__WHAT THE EXERCISE ASKS__:
Scan the listing below for lines with the word "sizing". Report how many there are, as a number alone.

__DATA SECTION__:
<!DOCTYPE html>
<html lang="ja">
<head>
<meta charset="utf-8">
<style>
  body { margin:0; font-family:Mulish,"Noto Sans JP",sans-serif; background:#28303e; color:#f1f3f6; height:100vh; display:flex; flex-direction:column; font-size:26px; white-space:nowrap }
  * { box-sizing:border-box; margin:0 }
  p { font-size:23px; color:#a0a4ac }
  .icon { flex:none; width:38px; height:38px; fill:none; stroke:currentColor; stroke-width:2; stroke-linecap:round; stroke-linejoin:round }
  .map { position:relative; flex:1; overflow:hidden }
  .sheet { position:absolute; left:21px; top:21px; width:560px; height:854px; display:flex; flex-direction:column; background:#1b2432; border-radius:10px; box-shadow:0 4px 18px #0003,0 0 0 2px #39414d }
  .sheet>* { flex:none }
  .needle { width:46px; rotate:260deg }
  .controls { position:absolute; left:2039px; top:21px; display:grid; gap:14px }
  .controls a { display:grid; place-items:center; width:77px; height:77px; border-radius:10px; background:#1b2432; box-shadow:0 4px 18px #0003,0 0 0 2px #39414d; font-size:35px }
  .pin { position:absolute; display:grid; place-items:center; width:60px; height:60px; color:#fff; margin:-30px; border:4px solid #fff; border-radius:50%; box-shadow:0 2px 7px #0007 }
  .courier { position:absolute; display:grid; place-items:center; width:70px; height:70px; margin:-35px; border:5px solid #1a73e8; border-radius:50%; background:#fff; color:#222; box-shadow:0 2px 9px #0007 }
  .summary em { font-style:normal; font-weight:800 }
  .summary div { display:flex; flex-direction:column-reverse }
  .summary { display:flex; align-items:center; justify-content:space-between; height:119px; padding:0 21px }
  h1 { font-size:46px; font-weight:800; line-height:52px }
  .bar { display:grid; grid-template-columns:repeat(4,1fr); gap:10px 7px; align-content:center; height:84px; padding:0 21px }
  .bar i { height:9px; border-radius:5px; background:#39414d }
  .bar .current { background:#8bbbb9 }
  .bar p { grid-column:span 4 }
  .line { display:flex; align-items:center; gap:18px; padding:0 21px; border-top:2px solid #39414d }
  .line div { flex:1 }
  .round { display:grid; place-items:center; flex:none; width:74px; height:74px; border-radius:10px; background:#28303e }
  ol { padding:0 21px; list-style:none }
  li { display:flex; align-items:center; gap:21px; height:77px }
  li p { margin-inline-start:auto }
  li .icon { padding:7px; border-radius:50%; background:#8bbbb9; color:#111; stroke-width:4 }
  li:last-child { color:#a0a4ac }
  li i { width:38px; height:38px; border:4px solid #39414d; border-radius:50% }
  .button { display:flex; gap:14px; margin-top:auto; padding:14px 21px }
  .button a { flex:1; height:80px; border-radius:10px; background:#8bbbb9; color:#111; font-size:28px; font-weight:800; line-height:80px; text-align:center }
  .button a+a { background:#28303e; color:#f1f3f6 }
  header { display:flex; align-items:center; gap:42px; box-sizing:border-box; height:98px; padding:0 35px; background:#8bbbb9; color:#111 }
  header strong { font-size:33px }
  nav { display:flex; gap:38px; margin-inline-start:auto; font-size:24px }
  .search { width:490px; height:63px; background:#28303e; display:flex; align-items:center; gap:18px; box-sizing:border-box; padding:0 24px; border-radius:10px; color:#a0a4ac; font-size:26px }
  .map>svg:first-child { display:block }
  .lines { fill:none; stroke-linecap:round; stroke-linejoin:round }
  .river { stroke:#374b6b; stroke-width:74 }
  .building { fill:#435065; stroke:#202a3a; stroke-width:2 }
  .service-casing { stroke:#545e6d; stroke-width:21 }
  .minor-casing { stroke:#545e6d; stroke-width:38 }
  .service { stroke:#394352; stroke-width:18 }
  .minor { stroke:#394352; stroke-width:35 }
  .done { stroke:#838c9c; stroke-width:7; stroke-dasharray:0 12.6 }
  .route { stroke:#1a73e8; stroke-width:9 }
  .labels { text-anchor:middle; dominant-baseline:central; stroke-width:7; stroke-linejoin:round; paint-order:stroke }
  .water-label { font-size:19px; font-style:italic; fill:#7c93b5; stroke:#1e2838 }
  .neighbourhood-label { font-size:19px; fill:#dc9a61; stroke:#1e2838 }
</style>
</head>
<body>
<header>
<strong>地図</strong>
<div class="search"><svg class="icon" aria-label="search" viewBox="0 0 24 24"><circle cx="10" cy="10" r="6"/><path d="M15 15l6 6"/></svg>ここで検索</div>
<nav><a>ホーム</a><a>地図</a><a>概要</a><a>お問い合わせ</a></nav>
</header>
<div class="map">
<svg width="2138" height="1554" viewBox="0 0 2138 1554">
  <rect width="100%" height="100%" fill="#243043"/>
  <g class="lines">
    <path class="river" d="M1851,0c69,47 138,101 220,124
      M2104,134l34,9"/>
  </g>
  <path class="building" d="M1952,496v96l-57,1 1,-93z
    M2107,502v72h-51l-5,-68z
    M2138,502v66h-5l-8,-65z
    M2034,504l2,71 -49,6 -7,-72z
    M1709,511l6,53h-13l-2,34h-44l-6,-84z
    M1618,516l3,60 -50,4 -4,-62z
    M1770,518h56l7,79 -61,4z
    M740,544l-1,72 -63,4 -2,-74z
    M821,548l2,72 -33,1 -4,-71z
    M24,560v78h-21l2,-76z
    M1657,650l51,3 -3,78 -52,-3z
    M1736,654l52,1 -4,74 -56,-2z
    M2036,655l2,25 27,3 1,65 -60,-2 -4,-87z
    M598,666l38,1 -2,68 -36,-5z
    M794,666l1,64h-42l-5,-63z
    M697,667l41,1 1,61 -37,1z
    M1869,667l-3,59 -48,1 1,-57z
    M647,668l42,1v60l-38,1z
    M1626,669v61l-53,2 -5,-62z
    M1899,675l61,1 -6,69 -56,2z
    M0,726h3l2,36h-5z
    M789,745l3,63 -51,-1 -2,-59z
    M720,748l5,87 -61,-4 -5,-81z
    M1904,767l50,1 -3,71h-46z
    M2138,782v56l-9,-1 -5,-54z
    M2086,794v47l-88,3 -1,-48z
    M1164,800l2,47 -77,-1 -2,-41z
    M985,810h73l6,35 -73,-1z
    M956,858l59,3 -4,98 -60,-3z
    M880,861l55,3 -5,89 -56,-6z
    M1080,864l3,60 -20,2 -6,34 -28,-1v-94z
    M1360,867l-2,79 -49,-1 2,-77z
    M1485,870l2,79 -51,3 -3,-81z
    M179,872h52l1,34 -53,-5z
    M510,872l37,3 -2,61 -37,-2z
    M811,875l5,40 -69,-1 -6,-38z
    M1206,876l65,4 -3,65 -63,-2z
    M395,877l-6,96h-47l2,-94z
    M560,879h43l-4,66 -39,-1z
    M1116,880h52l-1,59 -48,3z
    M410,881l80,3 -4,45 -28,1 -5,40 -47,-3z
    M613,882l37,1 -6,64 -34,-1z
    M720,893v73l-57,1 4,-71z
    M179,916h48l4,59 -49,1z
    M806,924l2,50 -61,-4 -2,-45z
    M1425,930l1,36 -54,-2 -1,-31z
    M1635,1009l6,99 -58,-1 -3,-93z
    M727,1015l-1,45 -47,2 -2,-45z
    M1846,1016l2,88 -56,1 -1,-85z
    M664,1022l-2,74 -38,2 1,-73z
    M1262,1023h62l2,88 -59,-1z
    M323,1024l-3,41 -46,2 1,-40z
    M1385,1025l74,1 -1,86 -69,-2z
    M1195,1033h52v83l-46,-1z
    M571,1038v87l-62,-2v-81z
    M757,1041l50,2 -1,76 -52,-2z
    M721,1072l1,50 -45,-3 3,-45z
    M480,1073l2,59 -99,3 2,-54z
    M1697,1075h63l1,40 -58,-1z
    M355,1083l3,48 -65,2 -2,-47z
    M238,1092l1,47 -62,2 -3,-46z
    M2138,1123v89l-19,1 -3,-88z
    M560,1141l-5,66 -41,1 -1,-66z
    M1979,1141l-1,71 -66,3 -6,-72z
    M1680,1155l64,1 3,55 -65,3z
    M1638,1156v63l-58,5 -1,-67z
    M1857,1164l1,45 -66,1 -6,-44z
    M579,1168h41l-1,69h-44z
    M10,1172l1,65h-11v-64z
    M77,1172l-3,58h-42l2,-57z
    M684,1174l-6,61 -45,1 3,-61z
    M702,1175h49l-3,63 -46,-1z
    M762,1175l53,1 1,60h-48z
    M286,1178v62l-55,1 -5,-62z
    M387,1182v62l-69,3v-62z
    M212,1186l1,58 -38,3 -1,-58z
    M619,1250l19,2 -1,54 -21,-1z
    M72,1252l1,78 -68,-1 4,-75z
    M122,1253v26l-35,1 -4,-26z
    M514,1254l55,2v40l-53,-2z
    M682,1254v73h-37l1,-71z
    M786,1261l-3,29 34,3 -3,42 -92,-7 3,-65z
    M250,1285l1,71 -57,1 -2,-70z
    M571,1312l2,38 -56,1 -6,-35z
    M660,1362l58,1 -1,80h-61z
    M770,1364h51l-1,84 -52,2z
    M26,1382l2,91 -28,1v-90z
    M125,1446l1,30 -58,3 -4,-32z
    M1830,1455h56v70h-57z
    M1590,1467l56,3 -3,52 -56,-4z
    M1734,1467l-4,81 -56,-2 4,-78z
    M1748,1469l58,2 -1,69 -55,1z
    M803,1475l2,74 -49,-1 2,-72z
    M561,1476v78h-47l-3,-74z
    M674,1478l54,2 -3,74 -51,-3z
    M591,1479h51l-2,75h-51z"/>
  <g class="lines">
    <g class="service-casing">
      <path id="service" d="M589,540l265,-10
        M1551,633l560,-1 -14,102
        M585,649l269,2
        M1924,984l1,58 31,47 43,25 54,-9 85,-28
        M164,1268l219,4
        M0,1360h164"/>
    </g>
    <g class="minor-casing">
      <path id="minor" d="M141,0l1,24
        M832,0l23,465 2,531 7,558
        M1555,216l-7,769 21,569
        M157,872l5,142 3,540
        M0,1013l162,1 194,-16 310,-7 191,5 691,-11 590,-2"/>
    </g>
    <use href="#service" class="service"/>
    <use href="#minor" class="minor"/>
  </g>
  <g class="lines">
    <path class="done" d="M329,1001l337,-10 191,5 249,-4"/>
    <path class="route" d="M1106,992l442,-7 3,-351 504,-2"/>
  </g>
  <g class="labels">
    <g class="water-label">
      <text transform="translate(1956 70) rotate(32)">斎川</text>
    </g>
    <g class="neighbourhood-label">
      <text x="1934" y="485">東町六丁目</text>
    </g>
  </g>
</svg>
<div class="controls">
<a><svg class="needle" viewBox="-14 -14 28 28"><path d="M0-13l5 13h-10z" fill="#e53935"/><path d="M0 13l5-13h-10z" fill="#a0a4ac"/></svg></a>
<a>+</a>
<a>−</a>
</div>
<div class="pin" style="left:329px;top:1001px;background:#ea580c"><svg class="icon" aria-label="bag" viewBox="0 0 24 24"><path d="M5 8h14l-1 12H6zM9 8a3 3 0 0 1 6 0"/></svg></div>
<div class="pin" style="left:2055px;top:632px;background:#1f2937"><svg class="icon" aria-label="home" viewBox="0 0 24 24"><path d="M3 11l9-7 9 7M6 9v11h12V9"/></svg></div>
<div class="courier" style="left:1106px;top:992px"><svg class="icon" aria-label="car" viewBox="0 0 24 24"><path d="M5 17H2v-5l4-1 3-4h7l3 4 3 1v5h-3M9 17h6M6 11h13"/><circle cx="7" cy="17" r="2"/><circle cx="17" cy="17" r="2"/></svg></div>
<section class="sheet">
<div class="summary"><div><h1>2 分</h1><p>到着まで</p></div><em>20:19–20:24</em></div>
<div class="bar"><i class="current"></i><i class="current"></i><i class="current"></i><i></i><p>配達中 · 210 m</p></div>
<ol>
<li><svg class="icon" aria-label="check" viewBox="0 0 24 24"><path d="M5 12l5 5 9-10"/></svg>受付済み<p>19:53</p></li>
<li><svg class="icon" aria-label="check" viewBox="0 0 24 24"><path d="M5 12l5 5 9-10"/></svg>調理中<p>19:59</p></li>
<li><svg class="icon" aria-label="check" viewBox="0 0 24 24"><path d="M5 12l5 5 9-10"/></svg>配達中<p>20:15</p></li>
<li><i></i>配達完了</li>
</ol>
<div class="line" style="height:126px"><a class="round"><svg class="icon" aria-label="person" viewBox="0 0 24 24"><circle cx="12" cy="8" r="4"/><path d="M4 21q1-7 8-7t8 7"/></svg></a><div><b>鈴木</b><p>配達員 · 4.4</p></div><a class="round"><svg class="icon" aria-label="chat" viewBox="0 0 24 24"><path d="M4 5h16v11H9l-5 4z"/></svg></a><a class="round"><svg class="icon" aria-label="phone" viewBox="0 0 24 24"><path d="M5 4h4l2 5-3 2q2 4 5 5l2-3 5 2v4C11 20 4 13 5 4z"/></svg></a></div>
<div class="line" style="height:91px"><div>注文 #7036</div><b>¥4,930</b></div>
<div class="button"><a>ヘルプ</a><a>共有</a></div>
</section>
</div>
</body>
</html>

__ANSWER BELOW__:
3